What is being asked: Wherever the word "canvas" shows up in the data, report the line it sits in.

[Dataset entries]
________
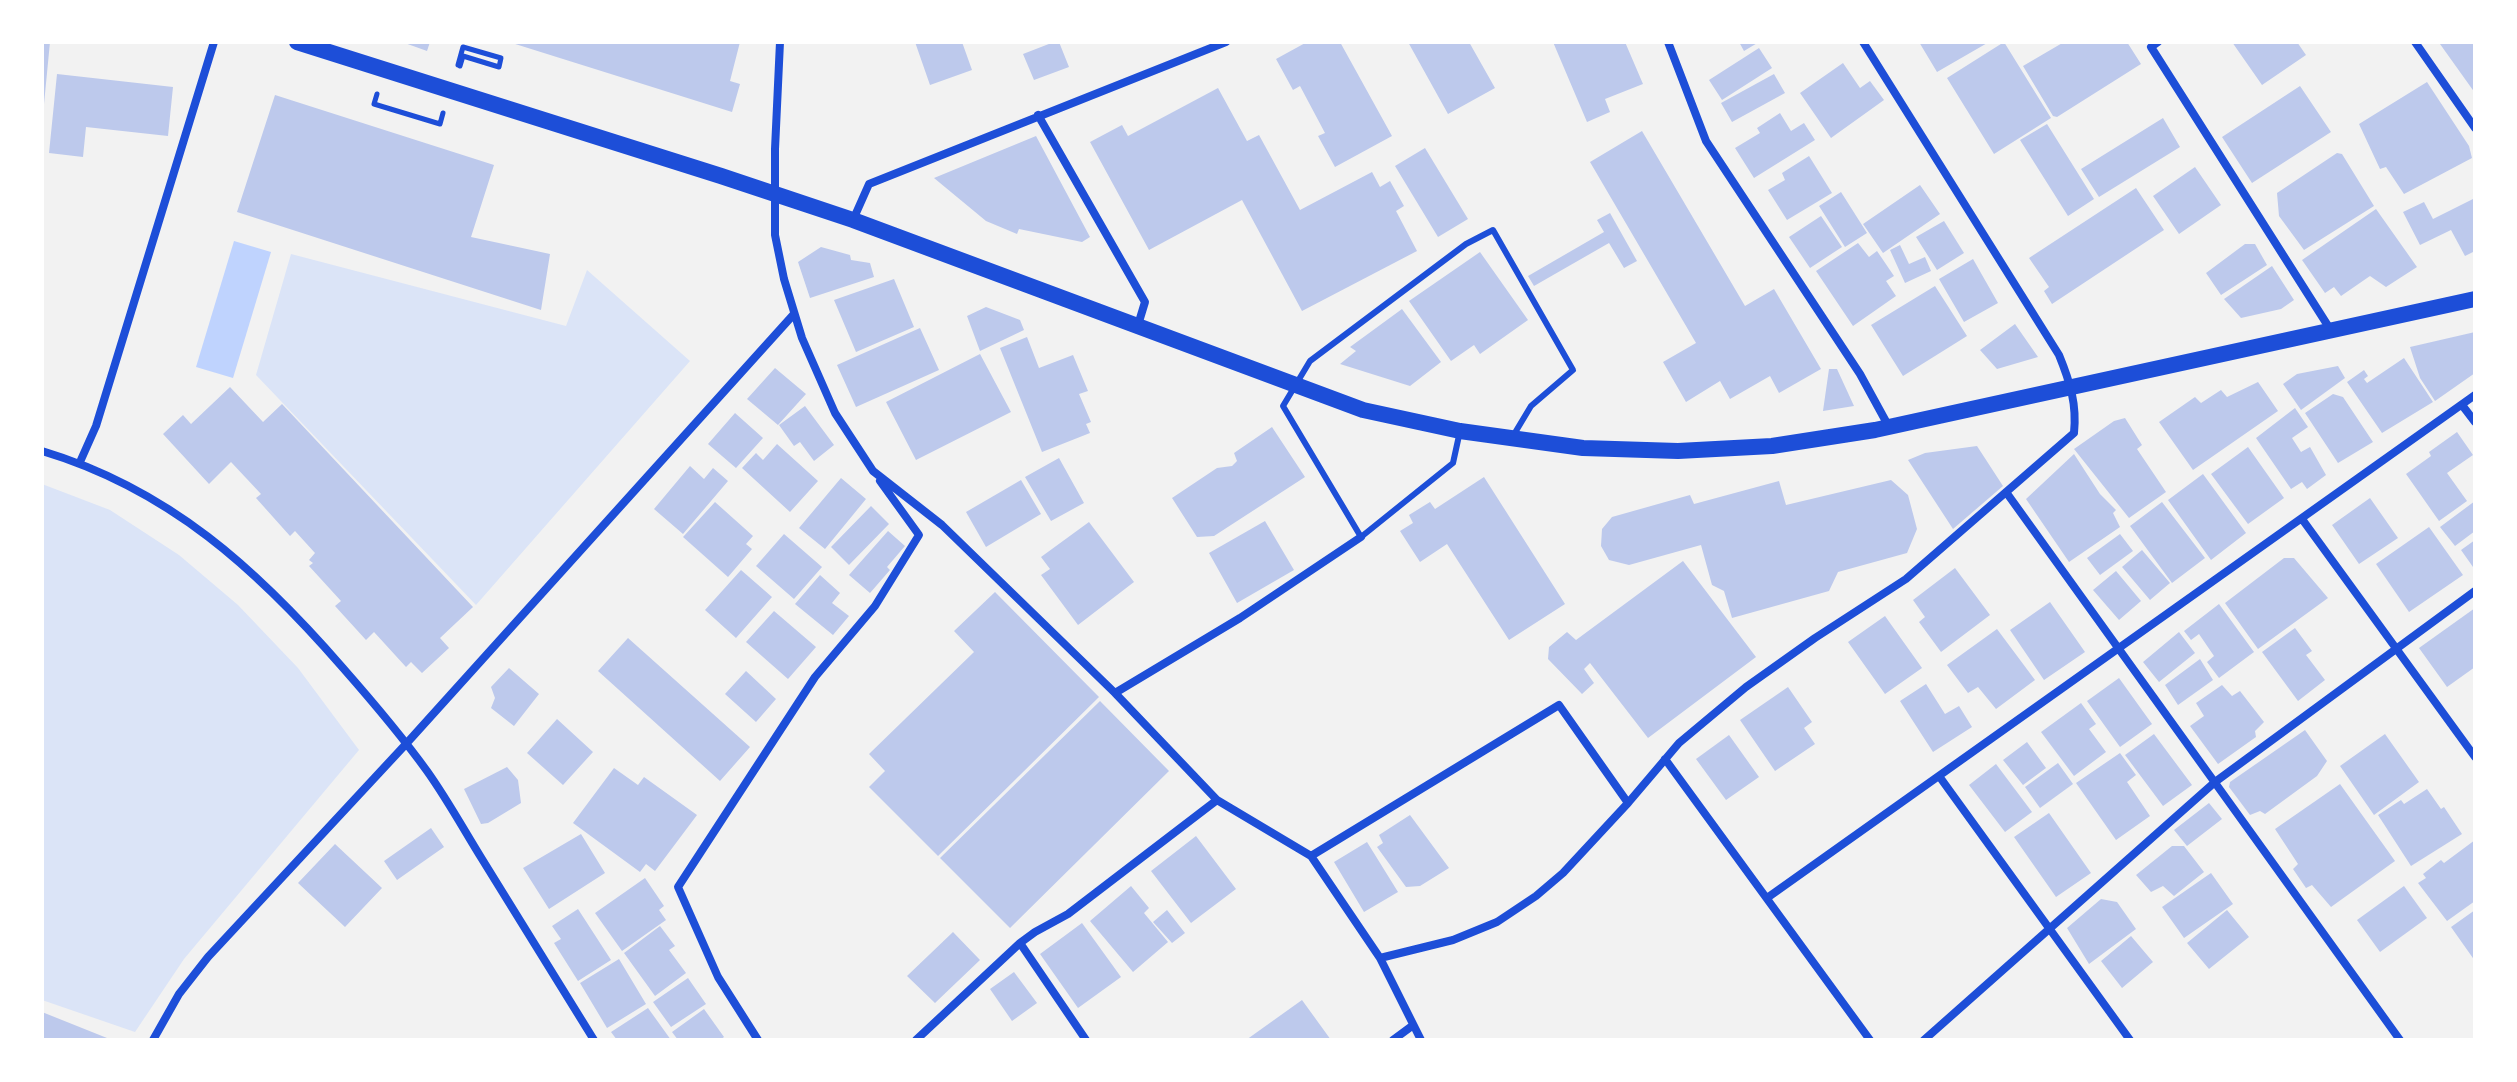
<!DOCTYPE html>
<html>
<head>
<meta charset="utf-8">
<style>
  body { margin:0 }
  #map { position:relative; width:2517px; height:1082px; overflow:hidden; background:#f2f2f2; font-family:Raleway,sans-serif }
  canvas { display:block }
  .frame { position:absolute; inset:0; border:44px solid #fff; pointer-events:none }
</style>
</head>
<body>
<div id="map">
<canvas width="2517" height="1082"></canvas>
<div class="frame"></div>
</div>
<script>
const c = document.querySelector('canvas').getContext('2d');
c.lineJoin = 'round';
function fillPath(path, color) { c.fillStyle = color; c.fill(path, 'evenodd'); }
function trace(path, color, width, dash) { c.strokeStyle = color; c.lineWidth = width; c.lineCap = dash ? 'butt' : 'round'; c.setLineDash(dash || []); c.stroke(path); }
fillPath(new Path2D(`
  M291,254L566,326L587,270L690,361L476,605L256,375Z
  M42,484L110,510L179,555L238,605L298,668L359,750L184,959L135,1032L42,1000Z`), '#dbe4f7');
fillPath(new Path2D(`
  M234,241L271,252L233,378L196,367Z`), '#bfd3fe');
fillPath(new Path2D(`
  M42,42H50L44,104H42Z
  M402,42H430L427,51Z
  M740,42L730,81L740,84L732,112L512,43Z
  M915,42H962L972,70L930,85Z
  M1054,42H1059L1069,67L1034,80L1023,54Z
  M1307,42H1340L1392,136L1335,167L1318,136L1325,133L1300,86L1293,90L1276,59Z
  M1408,42H1469L1495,88L1448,114Z
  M1553,42H1625L1643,84L1605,99L1610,112L1587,122Z
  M1739,42H1759L1744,51Z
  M1919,42H1989L1937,72Z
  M2004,42L2051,118L1994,154L1947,78Z
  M2064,42H2127L2141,64L2057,117L2053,116L2023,66Z
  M2232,42H2297L2306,55L2262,85Z
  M2442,42H2475V93L2440,44Z
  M1759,48L1772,68L1722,100L1709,80Z
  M1843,63L1860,88L1870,81L1884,100L1831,138L1800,93Z
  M57,74L173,87L168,136L86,127L83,157L49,153Z
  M1774,74L1785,93L1732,122L1721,103Z
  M2427,82L2469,146L2472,158L2404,194L2386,167L2380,169L2359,124Z
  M2300,86L2331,132L2252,183L2222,137Z
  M1218,88L1247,141L1259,135L1300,210L1372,172L1380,187L1390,181L1404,206L1396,211L1417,251L1302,311L1242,200L1149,250L1090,142L1122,125L1128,136Z
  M275,95L494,165L471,237L550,254L541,310L237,212Z
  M1780,113L1791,131L1804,123L1815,140L1754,178L1735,148L1760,133L1757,128Z
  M2163,118L2180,147L2099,197L2081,169Z
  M2047,124L2094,199L2068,216L2020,140Z
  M1642,131L1745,306L1774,289L1821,369L1779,393L1770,376L1730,399L1720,381L1686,402L1663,362L1696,343L1590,162Z
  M1036,136L1090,237L1082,242L1019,229L1017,234L986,221L934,178Z
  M1425,148L1468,219L1438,237L1395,166Z
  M2337,153L2342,154L2374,206L2304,250L2279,216L2277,193Z
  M1809,156L1832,193L1787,220L1768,190L1785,180L1782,173Z
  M2195,167L2221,205L2179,234L2153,196Z
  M1920,185L1940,214L1883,253L1863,224Z
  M2136,188L2164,230L2052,304L2044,291L2049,287L2029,258Z
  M1841,192L1867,233L1845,247L1819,206Z
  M2475,198V251L2465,256L2451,230L2420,245L2403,212L2424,202L2433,219Z
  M2376,209L2417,267L2386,287L2370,276L2341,296L2334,287L2325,293L2302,260Z
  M1610,213L1637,261L1624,268L1609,243L1534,286L1528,276L1604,232L1597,220Z
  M1821,216L1842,247L1810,268L1789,237Z
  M1944,221L1964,253L1937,270L1916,237Z
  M1858,243L1869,257L1877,251L1894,276L1886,281L1896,296L1853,326L1816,271Z
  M2245,244H2255L2267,265L2221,295L2206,273Z
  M1900,245L1909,264L1925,257L1931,271L1905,283L1890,250Z
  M821,247L850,255L851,260L870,263L874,277L810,298L798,262Z
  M1480,252L1528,320L1480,354L1474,345L1451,361L1409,301Z
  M1973,259L1998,303L1964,322L1939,279Z
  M2272,266L2294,300L2281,309L2241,318L2224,299Z
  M894,279L914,327L856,352L834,300Z
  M1935,286L1967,336L1903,376L1871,325Z
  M986,307L1020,320L1024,330L980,351L967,316Z
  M1402,309L1441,362L1410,386L1340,364L1356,351L1350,347Z
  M2015,324L2038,357L1997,369L1980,350Z
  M920,328L939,370L856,407L837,365Z
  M2475,332V373L2435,401L2420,378L2410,347Z
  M1027,337L1039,368L1073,355L1088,391L1079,394L1091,422L1086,424L1090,433L1042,452L1000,348Z
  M980,354L1011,412L916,460L886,402Z
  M2404,358L2433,402L2382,433L2347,382L2364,370L2368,376L2364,379L2367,383Z
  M2338,366L2345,378L2301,410L2283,384L2297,374Z
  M775,368L806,394L778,425L747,399Z
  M1829,369H1837L1854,406L1823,411Z
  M2258,382L2278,411L2193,470L2159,422L2195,397L2201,403L2221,390L2227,397Z
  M230,387L263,422L282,404L473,607L440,638L449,648L422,673L411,662L406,667L374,632L366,640L335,606L341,601L309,566L313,563L309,560L315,553L295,531L290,536L256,498L261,494L231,462L209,484L163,434L183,415L191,424Z
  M2333,394L2343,397L2373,442L2338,463L2305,413Z
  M805,406L834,445L814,461L800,442L794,446L779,425Z
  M2295,408L2308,427L2292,438L2301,452L2310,447L2326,475L2307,489L2302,482L2291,489L2256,438Z
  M735,413L763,438L736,468L708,444Z
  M2125,418L2142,445L2137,449L2166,492L2129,518L2074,449L2114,421Z
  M1272,427L1305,477L1214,536L1197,537L1172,498L1217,468L1232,466L1237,461L1234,453Z
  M2457,432L2473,455L2447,473L2467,501L2439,521L2406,474L2431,456L2429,452Z
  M777,444L818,481L790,512L742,468L756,453L763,460Z
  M1977,446L2003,486L1953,529L1908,460L1925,453Z
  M2248,447L2284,498L2248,524L2211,474Z
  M2074,454L2100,494L2116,510L2113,513L2120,527L2069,562L2026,499Z
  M1059,458L1084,503L1051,521L1025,477Z
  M690,466L704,479L713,468L728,481L683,534L654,509Z
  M2203,474L2246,533L2211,560L2168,500Z
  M1484,477L1565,604L1509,640L1447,544L1420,562L1400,531L1413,523L1409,515L1430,502L1435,509Z
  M841,478L866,499L825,549L799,528Z
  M1021,480L1041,514L986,547L966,512Z
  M1891,480L1908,495L1917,529L1907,553L1838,572L1829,591L1732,618L1724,591L1712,585L1701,545L1629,565L1609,560L1601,546L1602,529L1612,517L1690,495L1694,504L1779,481L1786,505Z
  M2370,498L2398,538L2359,564L2332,525Z
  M2475,501V531L2455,546L2440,527Z
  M715,502L753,536L746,544L752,549L728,577L683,537Z
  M2162,502L2205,558L2172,583L2130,526Z
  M871,506L889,524L849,565L831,547Z
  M1265,521L1294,570L1237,603L1209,553Z
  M1089,522L1134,582L1078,625L1041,575L1050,569L1041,557Z
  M2429,527L2463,575L2409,612L2376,564Z
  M888,531L905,546L887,567L890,570L870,593L849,575Z
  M784,534L822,567L794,599L756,566Z
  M2120,534L2133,551L2100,575L2087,558Z
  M2475,540V566L2473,567L2461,550Z
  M2142,550L2170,583L2150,600L2122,567Z
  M2284,558H2294L2328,598L2258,649L2225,603Z
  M1683,561L1756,657L1648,738L1590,663L1584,669L1594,683L1582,694L1548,659L1549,647L1567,632L1576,640Z
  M1955,568L1990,615L1941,652L1919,622L1925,617L1913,600Z
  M741,570L772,597L736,638L705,610Z
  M2116,571L2141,601L2119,620L2093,590Z
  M820,575L840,593L832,603L849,616L833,635L795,604Z
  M995,592L1099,697L938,856L869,787L885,771L869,754L974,652L954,631Z
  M2050,602L2085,652L2044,680L2010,630Z
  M2219,604L2254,652L2219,678L2207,662L2214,656L2199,634L2191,640L2184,631Z
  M2475,608V667L2447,687L2419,648Z
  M774,611L816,647L788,679L746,642Z
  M1885,616L1922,668L1885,694L1848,642Z
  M2295,628L2312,651L2306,655L2325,680L2298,701L2262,652Z
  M1997,629L2035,680L1996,709L1978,687L1968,693L1947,665Z
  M2179,632L2195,653L2159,682L2143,662Z
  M628,638L750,747L720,781L598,671Z
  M2200,659L2213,680L2178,705L2165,685Z
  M509,668L539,694L514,726L491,708L495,698L491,687Z
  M746,671L776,699L756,722L725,694Z
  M2119,678L2152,724L2120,747L2087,701Z
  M1926,684L1945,714L1959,706L1972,727L1933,752L1900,701Z
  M2222,685L2232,696L2240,691L2264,722L2255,731L2256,737L2218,764L2190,726L2204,716L2196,703Z
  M1788,687L1812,722L1804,728L1815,744L1775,771L1740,720Z
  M1100,701L1169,771L1010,928L940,858Z
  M2081,703L2096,724L2089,729L2106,752L2074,776L2041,732Z
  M557,719L593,752L563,785L527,753Z
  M2305,730L2327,761L2317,776L2265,814L2260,811L2250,815L2229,787L2230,782Z
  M2154,734L2192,785L2163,806L2125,755Z
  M2385,734L2419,782L2374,815L2340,766Z
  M1729,735L1759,777L1726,800L1696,759Z
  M2027,742L2046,768L2023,785L2003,760Z
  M2120,753L2136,775L2127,782L2150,816L2116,840L2076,783Z
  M2058,763L2073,784L2040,808L2025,787Z
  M1996,764L2032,812L2005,832L1969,785Z
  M507,767L518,780L521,803L488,823L481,824L464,789Z
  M614,768L638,785L644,777L697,815L655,871L646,864L640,872L573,823Z
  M2340,784L2395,861L2331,907L2312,885L2306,888L2293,869L2298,864L2275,829Z
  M2427,789L2441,809L2444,807L2462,834L2411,866L2378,815L2401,800L2404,804Z
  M2209,803L2222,819L2187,846L2174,830Z
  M2049,813L2091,873L2056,897L2014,837Z
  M1410,815L1449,868L1420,886L1406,887L1377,847L1383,843L1379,835Z
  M431,828L444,847L397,880L384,861Z
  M581,834L605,873L549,909L523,868Z
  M1196,836L1236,889L1191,923L1151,871Z
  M2475,840V901L2447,921L2418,883L2426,878L2423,874L2441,860L2444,863Z
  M1367,842L1398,892L1364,912L1334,862Z
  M335,844L382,888L345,927L298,883Z
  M2172,846H2184L2204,872L2174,896L2163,886L2151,892L2136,875Z
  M2211,873L2233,904L2184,938L2162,907Z
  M645,878L664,906L659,910L666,920L622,951L595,913Z
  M1131,886L1149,908L1144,913L1168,942L1133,972L1090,921Z
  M2404,886L2427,918L2380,952L2357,920Z
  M2101,899L2117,902L2136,929L2089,964L2067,928Z
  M578,909L611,960L578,981L554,943L561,939L552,926Z
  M1167,910L1185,933L1172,943L1153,922Z
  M2227,910L2249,937L2209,969L2187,943Z
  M2475,910V961L2451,927Z
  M1082,923L1121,977L1078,1008L1040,954Z
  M660,926L675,946L669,950L686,973L655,996L624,953Z
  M953,932L980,960L935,1003L907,976Z
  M2131,936L2153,962L2122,988L2101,961Z
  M619,959L646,1004L607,1028L580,983Z
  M1014,972L1037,1003L1012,1021L990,989Z
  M688,978L706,1004L671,1027L653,1002Z
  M1302,1000L1331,1040H1246Z
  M648,1008L671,1040H617L611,1032Z
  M704,1009L724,1037L720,1040H678L672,1032Z
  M42,1012L112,1040H42Z`), '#bdc9ec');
trace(new Path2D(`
  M458,65L463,47L501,58L499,67L463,56L460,66
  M377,94L374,104L440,124L443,113`), '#1d4ed8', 5);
trace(new Path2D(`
  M1460,431L1453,463L1361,537L1283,406L1310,361L1466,244L1493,230L1573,370L1531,406L1513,436`), '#1d4ed8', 6);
trace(new Path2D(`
  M780,42L775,149V235L784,279L802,338L835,413L873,471L942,525L1115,693L1217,800L1311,856L1380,958L1421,1040
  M1668,42L1706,141L1860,374L1889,427
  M2158,42L2151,47L2330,329
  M2415,42L2475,128
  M1038,115L1145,302L1138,325
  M853,220L869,184L1226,42
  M2462,405L2475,422
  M42,451C169,489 257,569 343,668C372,701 401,735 427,771C447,799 464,830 482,859C519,919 557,980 594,1040
  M80,462L96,426L214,42
  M2006,492L2400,1040
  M2302,519L2475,757
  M1115,693L1240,618L1361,537
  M1665,759L1870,1040
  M1939,776L2130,1040
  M1311,856L1559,705L1628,803
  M1767,898L2475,395
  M1020,943L1086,1040
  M1380,958L1453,940L1497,922L1536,896L1563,873L1628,803L1679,743L1746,687L1815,638L1906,579L2074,433C2077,404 2070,382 2059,355L1863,42
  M153,1040L179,994L208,957L406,744L794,314
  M758,1040L718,977L678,887L815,677L875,606L919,535L880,481
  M916,1040L1020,943L1035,932L1068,914L1217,800
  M1393,1040L1412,1026
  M1924,1040L2215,782L2475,591`), '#1d4ed8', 8);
trace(new Path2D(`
  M297,42L721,176L853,220L1363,410L1460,431L1583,448L1678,451L1772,446L1875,430L2475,299`), '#1d4ed8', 16);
</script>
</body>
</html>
________
Solution to the exercise:
  canvas { display:block }
<canvas width="2517" height="1082"></canvas>
const c = document.querySelector('canvas').getContext('2d');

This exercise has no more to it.